== Data records

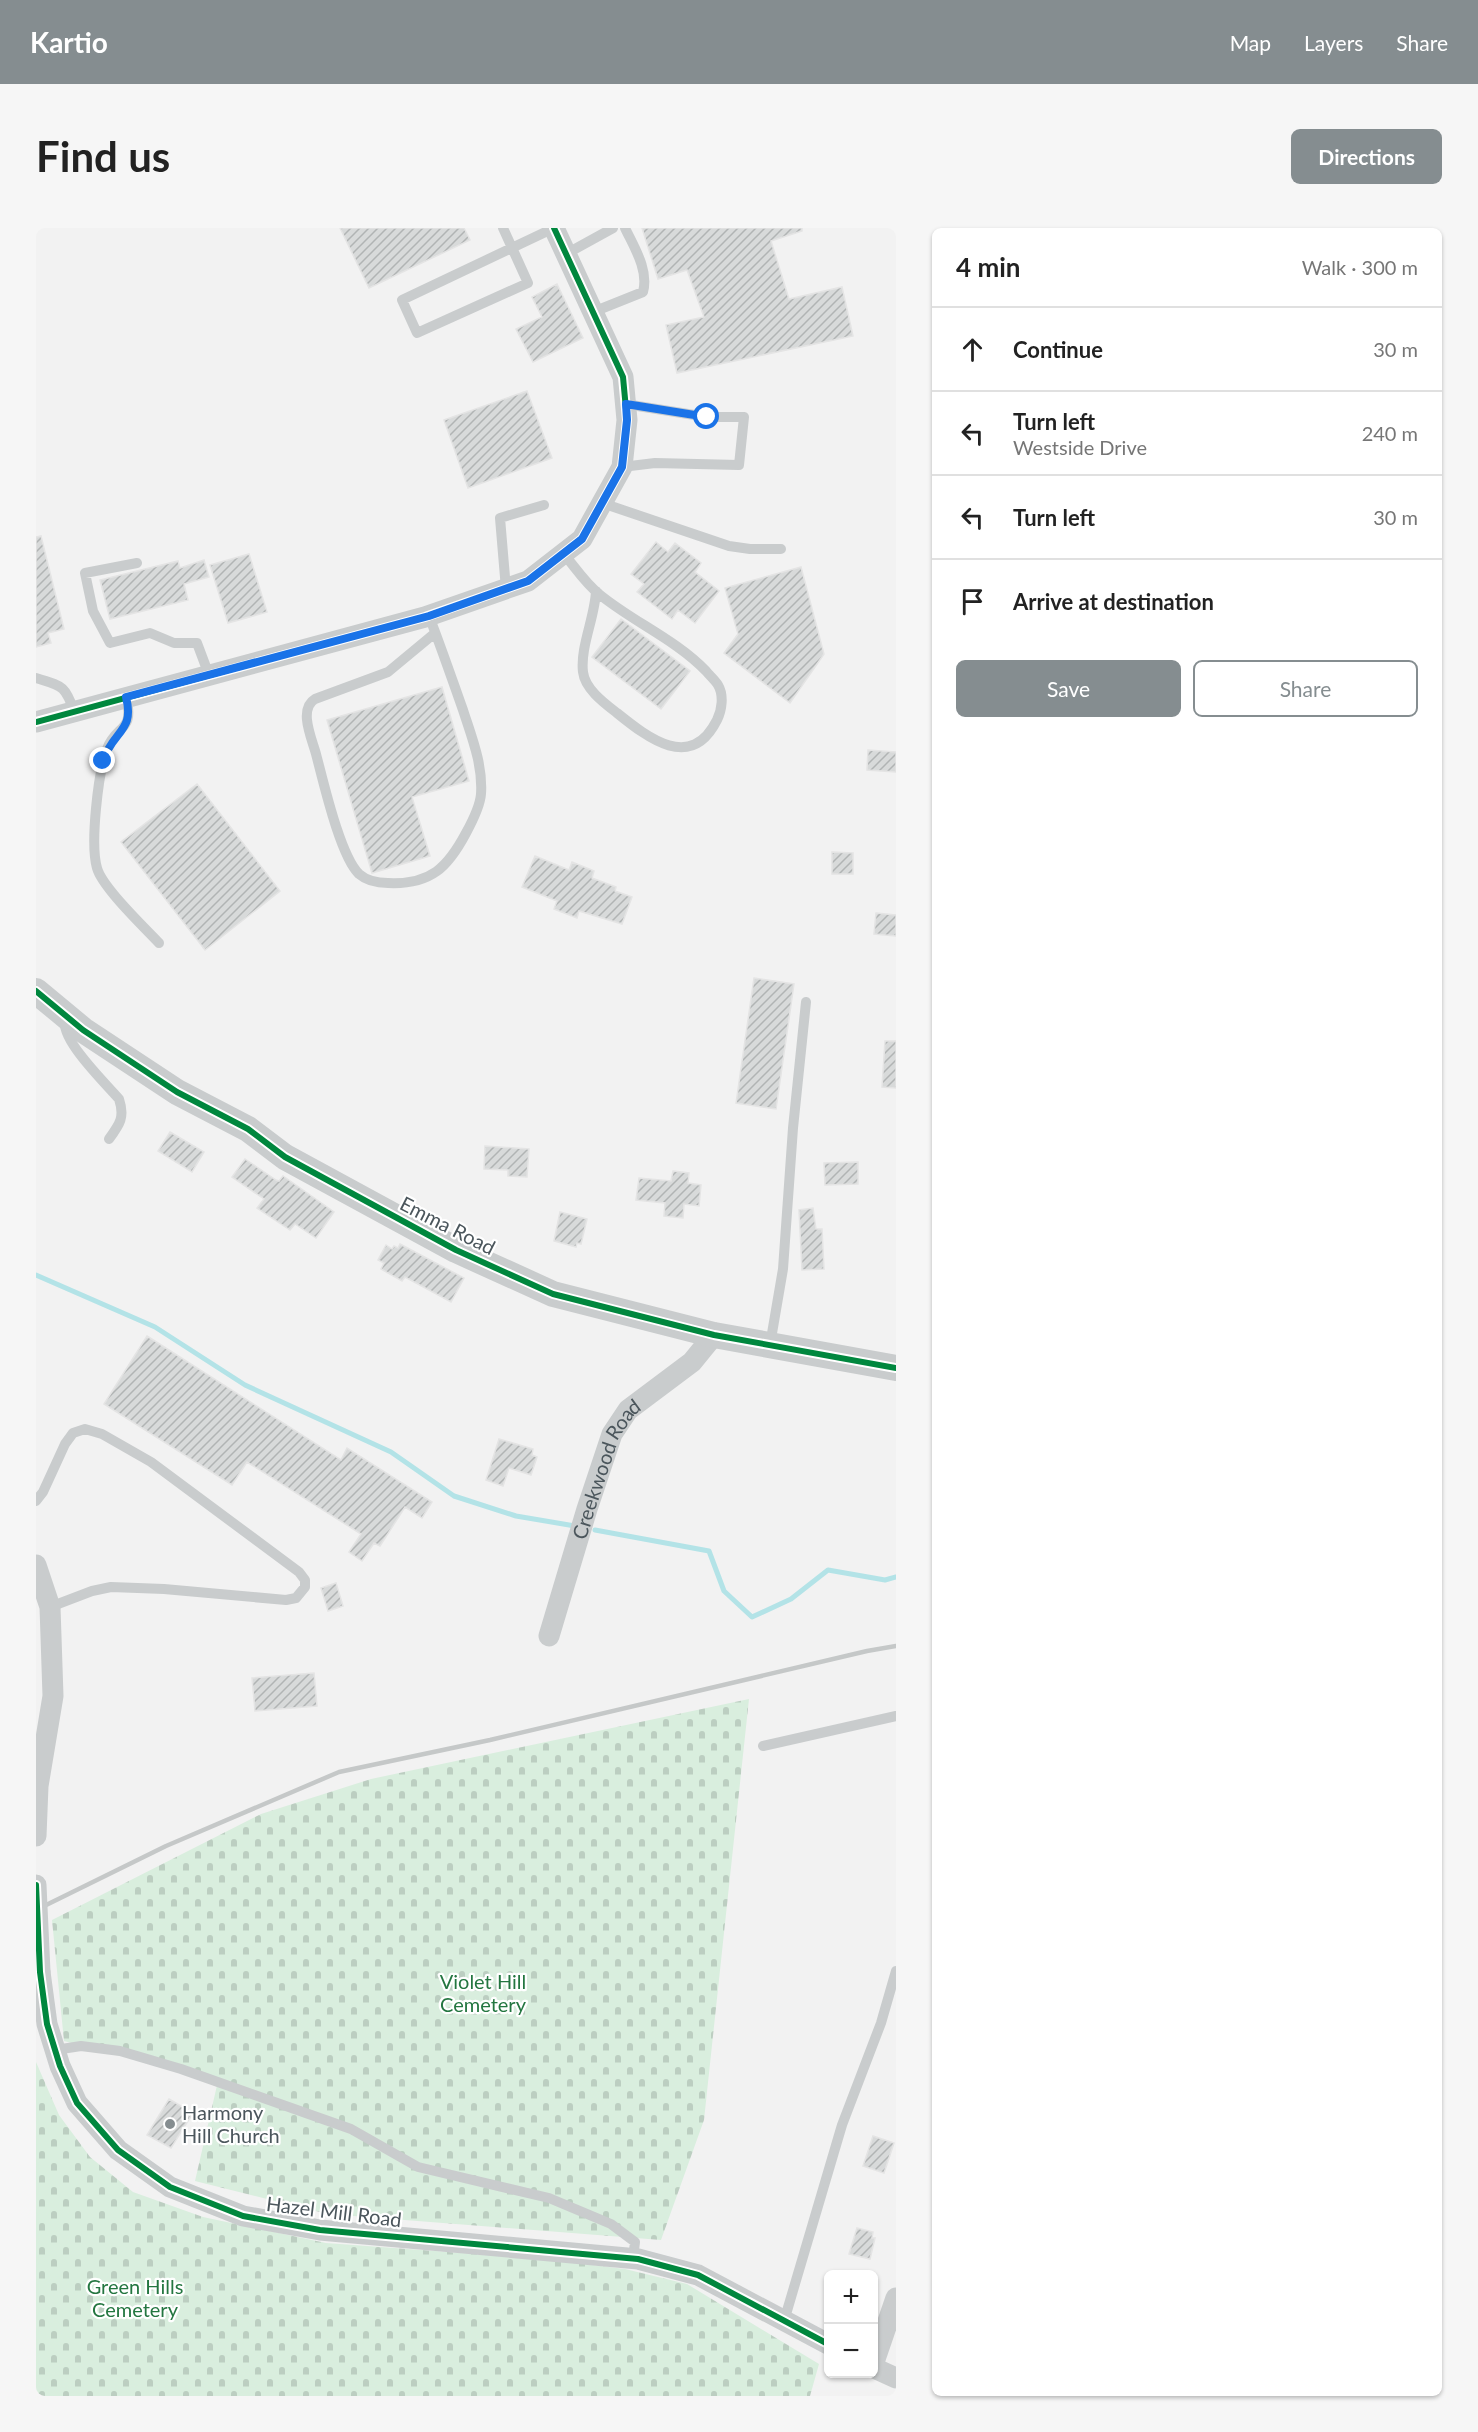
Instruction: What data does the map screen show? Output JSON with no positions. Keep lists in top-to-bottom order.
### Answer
{
  "streets": {
    "street": ["Emma Road", "Creekwood Road", "Hazel Mill Road"]
  },
  "crossings": [
    ["Emma Road", "Creekwood Road"]
  ],
  "parks": ["Violet Hill Cemetery", "Green Hills Cemetery"],
  "places": ["Harmony Hill Church"],
  "page": {
    "header": "Kartio",
    "nav": ["Map", "Layers", "Share"],
    "buttons": [
      "Directions",
      ["Save", "Share"]
    ],
    "title": "Find us",
    "heading": ["4 min", "Walk · 300 m"],
    "list": [
      ["Continue", "30 m"],
      ["Turn left", "Westside Drive", "240 m"],
      ["Turn left", "30 m"],
      "Arrive at destination"
    ],
    "map_buttons": ["+", "−"]
  }
}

====

Pictures in the records are to be left out; repeat everything else exactly.

Expected output:
Instruction: What data does the map screen show? Output JSON with no positions. Keep lists in top-to-bottom order.
### Answer
{
  "streets": {
    "street": ["Emma Road", "Creekwood Road", "Hazel Mill Road"]
  },
  "crossings": [
    ["Emma Road", "Creekwood Road"]
  ],
  "parks": ["Violet Hill Cemetery", "Green Hills Cemetery"],
  "places": ["Harmony Hill Church"],
  "page": {
    "header": "Kartio",
    "nav": ["Map", "Layers", "Share"],
    "buttons": [
      "Directions",
      ["Save", "Share"]
    ],
    "title": "Find us",
    "heading": ["4 min", "Walk · 300 m"],
    "list": [
      ["Continue", "30 m"],
      ["Turn left", "Westside Drive", "240 m"],
      ["Turn left", "30 m"],
      "Arrive at destination"
    ],
    "map_buttons": ["+", "−"]
  }
}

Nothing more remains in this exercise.